Tuesday, October 27, 2015

Don't miss it.

Not gonna lie, was having a bit of a melancholy week last week.  I think it started with me watching a video, yes, that’s right VHS, of my kids, my mom and dad, my sister…my family.  Some of it was joyful, but, some was just painful as I remembered loss. 

So, I was blue.  Bluer than blue on the day of my birthday, Wednesday.  I had a nice little (*cough*) cry and tried to right my world for the rest of the week and the weekend, but it was difficult. 
Then things started falling into place.  This was the weekend of my mother and father-in-law’s estate auction.  There was lots to look through, people to see and visit with and much to do.  My girls were coming and so was a dear, sweet niece and her husband.  Nothing to do with the auction, but circumstances not so kind were bringing her from Virginia to Indiana, and after years of asking her to visit, she was going to be here. 

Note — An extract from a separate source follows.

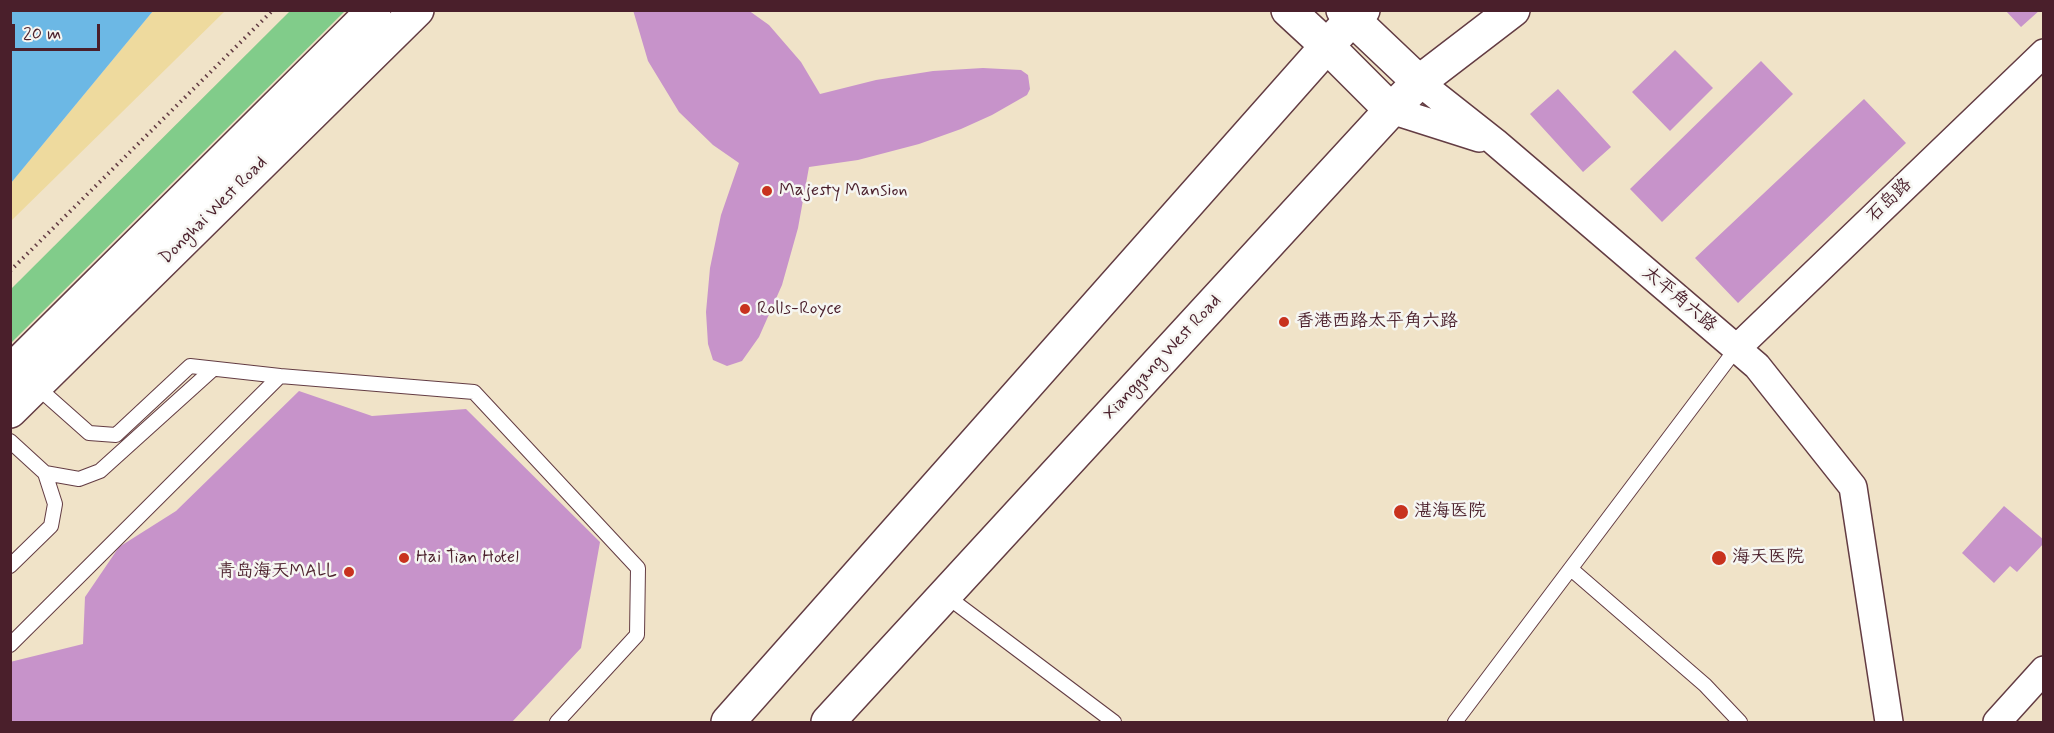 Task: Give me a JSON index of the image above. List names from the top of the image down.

My sweet niece, only daughter of my sister and as fun as she can be.  Giggles all the while talking and is so much like her mom in so many ways, and so much not like her in others.  It’s been a few years since I’ve seen her but less since I’ve talked with her, as I try to keep in touch with her, and she with me.  She always tells me she loves me and she always makes me laugh.  She and her husband would be spending the night and my girls were going to try to stay (one did, one was not able to) so they could see her, too.  I made a couple calls and invited my brothers over for dinner.  We were going to celebrate, and so we did. Quickly, in a small batch, but none-the-less meaningful. 
Once again I am reminded of the fragility of relationships.  The fleetingness of life, and family.  But, I am also reminded once again to take joy, to grab on, to hold tight and to be grateful for those opportunities that don’t present themselves often, but when they do, one, two, three GO.